Whether the message will get through or not is hard to say. As Chenoweth admitted, “there’s a highway beat in” to the snow along the Kahiltna Glacier heading up from base camp.

The route is so well-traveled, and such a relatively easy hike, it’s easy to take it for granted – easy to conclude that it looks safe, so it must be safe.

But it’s not. People have been punching through regularly, Chenoweth said, and worse.

“In addition to the two major crevasses rescues reported in this blog in the past week or so,” Maureen Gualtieri, posted on the park service’s Denali climbing blog on Wednesday, “two additional crevasse falls last night at the base of Heartbreak Hill (not far from base camp). In last night’s falls, the climbers were uninjured and/or pulled out by a teammate.
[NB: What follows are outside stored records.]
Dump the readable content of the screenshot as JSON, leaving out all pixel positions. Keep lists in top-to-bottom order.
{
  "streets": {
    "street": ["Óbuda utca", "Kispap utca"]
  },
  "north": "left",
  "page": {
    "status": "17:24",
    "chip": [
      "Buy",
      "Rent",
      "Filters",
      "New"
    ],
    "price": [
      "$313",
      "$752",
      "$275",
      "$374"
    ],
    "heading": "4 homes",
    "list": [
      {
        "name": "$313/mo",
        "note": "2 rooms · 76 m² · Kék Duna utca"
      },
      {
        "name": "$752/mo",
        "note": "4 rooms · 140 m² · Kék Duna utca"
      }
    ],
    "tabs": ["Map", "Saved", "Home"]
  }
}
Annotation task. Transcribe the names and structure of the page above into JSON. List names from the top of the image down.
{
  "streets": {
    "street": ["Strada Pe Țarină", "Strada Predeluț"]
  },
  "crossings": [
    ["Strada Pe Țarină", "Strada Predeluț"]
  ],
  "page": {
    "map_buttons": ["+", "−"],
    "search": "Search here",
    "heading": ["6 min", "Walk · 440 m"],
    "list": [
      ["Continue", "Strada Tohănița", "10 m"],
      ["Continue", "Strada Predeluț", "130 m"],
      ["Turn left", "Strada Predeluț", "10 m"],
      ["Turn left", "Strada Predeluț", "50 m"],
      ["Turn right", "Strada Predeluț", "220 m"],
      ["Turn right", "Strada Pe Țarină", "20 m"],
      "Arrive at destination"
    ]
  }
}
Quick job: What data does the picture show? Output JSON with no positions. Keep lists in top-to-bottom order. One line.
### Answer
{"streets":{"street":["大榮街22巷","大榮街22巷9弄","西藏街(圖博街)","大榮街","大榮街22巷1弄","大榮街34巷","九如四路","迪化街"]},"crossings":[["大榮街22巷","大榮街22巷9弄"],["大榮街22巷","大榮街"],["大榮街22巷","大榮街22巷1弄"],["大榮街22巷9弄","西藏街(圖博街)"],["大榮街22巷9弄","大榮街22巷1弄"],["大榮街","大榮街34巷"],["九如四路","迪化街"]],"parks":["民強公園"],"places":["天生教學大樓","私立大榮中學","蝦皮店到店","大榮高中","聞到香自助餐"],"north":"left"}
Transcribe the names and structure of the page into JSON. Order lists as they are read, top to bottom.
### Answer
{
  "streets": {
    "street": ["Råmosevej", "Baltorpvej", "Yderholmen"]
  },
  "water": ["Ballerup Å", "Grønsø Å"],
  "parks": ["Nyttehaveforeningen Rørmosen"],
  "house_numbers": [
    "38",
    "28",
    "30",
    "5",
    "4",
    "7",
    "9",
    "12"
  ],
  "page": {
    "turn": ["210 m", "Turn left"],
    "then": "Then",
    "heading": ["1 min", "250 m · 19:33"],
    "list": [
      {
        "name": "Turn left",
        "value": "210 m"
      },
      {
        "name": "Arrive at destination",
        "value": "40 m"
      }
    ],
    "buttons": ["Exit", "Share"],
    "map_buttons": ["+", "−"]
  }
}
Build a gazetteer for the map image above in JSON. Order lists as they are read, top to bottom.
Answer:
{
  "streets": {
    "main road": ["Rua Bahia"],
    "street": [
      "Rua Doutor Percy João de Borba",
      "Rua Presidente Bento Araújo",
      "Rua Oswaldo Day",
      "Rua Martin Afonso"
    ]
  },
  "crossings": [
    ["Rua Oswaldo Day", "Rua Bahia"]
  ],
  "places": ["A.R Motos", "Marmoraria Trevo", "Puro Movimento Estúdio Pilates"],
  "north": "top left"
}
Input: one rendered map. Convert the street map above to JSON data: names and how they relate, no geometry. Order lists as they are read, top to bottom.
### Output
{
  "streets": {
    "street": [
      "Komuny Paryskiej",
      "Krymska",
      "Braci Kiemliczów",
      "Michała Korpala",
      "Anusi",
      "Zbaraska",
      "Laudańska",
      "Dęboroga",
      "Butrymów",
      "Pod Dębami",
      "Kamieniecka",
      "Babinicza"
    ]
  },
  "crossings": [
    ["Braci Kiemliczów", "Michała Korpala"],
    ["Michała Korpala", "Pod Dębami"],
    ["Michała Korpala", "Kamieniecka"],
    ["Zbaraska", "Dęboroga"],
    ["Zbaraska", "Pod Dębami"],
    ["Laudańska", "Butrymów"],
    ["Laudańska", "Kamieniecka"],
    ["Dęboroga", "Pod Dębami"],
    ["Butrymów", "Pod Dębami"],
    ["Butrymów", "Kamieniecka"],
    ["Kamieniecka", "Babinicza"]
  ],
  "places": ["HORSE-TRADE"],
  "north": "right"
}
“Nevertheless, in all four of these instances, the climbers that fell into the crevasse were NOT ROPED to their partners.”

Roping up is considered a normal safety precaution for glacier travel, something akin to buckling the seat belt in your car. But, of course, roping up is impossible if there is no one to rope to.

Since Wednesday, travel conditions on the mountain have only grown worse. The only good news might be that rain at lower elevations could collapse bad bridges across crevasses and make route finding easier.

“Warm temperatures and rain have made a mess of the lower glacier,” Gualtieri reported Friday. “Julie at Basecamp reports ‘waist deep post-holing in slush.’  And the glacier is riddled with crevasses, so roping up when travelling on the lower glacier is critical.  Travel roped up at all times, and only at night when the temperatures are cooler.

“Rangers at 14 camp (14,000 feet) are advising climbers interested in descending to stick around camp for a few more days until the temperatures get colder.

“Yesterday saw a mass exodus from high camp due to wind. All of the 70+ climbers (and rangers and volunteers) descended to 14 camp in difficult conditions. Winds on the ridge were sustained at 50 mph, but the upper mountain is well protected with pickets, and climbers were using them to full advantage.”